Die virtuelle 360°-Kulisse kreierte der Kieler Multimedia-Producer und 3D-Grafikdesigner Bob Weber. Er konzipierte für jedes Musikstück zunächst einen eigenen Raum und baute ihn in einem 3D-Programm virtuell auf. Räume und Gegenstände wurden modelliert und ihre Oberflächen so gestaltet, dass sie aussehen, als seien sie aus unterschiedlichen Materialien wie Holz, Metall oder Stoff.

Leere 3D-Flächen dienten als Platzhalter, wo später in der virtuellen Kulisse die Musiker zu sehen sein sollten.

Sobald alle Elemente an ihrem Platz waren, wurden virtuelle Lichtquellen installiert und es folgte die Animation sich bewegender Objekte sowie der virtuellen Kamera.

Das Resultat wurde durch den Blick einer virtuellen Fisheye-Linse modifiziert und schließlich Bild für Bild im runden Fulldome-Format für die Kuppel gerendert. Um einen funktionierenden Bildfluss zu erhalten, sind für jede Sekunde 30 solcher Bilder nötig.

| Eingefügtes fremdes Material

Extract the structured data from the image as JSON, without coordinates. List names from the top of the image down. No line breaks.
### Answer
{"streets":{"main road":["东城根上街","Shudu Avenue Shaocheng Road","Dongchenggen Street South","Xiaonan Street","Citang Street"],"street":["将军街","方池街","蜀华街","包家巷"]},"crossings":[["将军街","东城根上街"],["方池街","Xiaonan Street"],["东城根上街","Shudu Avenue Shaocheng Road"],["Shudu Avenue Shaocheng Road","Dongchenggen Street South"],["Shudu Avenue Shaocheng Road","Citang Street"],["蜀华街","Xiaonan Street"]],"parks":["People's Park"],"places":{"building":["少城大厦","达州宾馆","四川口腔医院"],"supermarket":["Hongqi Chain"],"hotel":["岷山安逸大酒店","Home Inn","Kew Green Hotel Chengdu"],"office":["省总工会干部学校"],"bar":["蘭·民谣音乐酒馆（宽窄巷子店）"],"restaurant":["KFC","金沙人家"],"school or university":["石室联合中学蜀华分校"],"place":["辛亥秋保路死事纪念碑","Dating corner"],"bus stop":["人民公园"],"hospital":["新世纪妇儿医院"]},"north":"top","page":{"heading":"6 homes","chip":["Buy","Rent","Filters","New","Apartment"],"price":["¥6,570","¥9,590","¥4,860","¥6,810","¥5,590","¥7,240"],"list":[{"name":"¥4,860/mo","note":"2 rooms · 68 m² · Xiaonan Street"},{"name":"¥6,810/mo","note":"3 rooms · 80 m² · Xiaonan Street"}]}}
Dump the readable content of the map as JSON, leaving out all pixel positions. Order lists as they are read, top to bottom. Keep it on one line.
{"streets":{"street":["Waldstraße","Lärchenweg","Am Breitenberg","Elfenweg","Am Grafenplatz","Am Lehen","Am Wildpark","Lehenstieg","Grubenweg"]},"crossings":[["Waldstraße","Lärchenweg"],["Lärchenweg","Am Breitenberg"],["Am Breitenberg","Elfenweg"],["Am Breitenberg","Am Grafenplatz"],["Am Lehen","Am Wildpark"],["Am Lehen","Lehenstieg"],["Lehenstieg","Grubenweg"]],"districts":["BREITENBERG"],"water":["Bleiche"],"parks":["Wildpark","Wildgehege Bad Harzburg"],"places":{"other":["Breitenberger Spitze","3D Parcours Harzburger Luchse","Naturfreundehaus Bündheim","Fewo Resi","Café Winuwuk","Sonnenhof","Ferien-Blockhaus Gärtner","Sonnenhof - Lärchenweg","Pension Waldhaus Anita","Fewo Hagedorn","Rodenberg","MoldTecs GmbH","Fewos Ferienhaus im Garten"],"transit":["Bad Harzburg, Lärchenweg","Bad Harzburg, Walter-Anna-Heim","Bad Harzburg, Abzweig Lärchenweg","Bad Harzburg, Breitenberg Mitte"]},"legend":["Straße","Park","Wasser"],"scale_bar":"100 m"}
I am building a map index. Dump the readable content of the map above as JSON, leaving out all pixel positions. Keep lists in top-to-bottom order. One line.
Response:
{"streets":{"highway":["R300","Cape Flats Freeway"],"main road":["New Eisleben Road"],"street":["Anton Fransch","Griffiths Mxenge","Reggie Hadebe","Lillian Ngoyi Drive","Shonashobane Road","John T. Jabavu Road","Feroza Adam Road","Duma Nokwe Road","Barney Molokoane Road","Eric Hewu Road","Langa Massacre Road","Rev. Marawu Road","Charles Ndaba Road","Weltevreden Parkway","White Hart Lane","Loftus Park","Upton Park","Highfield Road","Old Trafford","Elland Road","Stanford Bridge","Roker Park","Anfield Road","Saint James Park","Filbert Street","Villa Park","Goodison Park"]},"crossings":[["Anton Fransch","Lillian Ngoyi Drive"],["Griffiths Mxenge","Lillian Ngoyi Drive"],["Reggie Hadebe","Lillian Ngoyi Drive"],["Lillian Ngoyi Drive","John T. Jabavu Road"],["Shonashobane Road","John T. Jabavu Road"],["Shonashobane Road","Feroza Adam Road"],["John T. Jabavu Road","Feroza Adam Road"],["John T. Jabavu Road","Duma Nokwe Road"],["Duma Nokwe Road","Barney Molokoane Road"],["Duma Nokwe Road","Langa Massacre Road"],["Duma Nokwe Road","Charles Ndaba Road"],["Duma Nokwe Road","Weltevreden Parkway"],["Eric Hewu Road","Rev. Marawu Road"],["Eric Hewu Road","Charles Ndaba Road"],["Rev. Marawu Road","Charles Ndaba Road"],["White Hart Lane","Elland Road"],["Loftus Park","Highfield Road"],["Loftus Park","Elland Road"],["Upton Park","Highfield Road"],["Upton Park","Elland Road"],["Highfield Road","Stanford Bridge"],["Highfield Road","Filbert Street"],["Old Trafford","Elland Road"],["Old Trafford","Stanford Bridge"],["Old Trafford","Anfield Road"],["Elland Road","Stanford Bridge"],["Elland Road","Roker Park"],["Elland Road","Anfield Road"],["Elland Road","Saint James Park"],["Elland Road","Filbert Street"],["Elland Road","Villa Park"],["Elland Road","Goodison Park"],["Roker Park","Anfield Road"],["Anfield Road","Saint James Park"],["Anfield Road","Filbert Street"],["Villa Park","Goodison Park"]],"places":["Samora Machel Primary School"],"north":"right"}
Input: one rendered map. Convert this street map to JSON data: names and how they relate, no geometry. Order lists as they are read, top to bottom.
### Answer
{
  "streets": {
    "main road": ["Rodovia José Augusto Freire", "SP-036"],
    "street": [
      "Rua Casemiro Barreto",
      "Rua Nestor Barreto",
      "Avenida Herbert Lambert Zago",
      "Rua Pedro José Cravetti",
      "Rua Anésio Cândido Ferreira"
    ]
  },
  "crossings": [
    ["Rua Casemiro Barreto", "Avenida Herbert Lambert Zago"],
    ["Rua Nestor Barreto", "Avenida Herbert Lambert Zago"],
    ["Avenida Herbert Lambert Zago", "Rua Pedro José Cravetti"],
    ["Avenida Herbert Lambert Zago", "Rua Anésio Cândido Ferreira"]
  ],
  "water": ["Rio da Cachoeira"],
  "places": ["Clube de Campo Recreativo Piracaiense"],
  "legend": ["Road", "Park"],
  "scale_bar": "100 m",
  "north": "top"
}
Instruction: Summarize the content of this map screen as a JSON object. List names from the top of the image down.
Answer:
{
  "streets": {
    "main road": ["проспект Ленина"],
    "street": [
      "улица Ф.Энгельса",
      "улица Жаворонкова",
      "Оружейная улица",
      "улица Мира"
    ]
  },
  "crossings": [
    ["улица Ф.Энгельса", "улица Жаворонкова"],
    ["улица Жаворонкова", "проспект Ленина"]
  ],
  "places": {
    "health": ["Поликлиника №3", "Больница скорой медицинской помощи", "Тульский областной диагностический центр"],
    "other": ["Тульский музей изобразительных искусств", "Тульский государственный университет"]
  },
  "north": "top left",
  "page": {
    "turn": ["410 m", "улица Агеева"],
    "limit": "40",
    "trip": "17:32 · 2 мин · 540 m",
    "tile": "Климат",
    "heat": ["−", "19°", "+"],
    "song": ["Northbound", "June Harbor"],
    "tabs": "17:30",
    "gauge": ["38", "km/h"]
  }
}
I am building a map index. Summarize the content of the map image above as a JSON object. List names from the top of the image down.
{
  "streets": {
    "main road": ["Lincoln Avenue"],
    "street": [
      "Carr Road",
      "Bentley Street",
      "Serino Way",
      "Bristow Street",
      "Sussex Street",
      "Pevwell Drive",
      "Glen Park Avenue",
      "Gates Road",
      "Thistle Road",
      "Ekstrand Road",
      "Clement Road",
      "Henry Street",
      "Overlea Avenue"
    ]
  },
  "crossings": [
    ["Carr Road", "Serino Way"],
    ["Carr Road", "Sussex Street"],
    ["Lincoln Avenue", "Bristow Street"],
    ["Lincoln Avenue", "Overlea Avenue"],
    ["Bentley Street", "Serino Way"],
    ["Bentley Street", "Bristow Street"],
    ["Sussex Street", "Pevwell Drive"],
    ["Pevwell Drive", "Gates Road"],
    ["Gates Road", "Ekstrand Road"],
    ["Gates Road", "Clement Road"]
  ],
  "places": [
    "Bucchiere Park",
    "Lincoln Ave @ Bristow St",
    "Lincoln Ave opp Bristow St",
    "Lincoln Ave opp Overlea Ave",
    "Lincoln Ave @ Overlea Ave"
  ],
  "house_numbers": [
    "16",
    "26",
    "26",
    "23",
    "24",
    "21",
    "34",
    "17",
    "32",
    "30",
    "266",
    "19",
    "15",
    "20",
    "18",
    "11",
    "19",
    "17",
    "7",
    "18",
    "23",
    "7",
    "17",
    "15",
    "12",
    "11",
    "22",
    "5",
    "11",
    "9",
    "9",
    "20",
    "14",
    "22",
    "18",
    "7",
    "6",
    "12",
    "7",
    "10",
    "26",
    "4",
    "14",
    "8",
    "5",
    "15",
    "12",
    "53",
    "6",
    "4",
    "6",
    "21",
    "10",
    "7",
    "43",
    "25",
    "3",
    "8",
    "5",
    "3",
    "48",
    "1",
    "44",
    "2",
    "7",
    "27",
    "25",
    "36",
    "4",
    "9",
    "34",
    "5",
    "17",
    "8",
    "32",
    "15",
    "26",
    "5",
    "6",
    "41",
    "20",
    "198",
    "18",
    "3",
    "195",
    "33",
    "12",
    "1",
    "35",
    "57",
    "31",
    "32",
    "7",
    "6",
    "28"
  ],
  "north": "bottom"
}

Die Positionen der 3D-Flächen für die Musiker können im Verhältnis zur virtuellen Kamera berechnet werden. Mit Hilfe einer im Mediendom entwickelten Software können diese Daten verwendet werden, um den Klang der einzelnen Instrumente exakt an der entsprechenden Stelle in der Kuppel zu platzieren.

Parallel zu diesem Prozess entstanden die Komposition und Produktion der Musik.

In der Partitur wurde jeder Ton festgelegt, denn die Musiker mussten ihren Part nicht nur im Tonstudio aufnehmen, sondern auch später im Videodreh synchron zum Playback exakt wiederholen.

Die Musiker-Videos drehte die Fotografin und Filmemacherin Linn Marx auf der Bühne des Lutterbekers.

Im Mediendom wurden diese dann von dem Multimedia-Producer Marko Herrmann an die vorgesehenen Positionen in die virtuelle Kulisse synchron zur Musik eingesetzt und schließlich in einer 4k-Auflösung der finale Fulldomefilm erzeugt.

Erst im Konzert werden Ton und Bild wieder zusammengefügt:

Der Computer, der die Projektion in der Kuppel erzeugt, synchronisiert über einen Timecode eine digitale Audio Workstation, welche die vorproduzierten Tracks der Musiker abspielt und die live gespielte Gitarre von Jens Fischer hinzufügt.

Auf 16 Kanälen gelangt das gesamte Audio-Signal in das Sound-System des Mediendoms und wird über die Matrix der SpatialSound-Wave-Software dynamisch in der Kuppel abgemischt.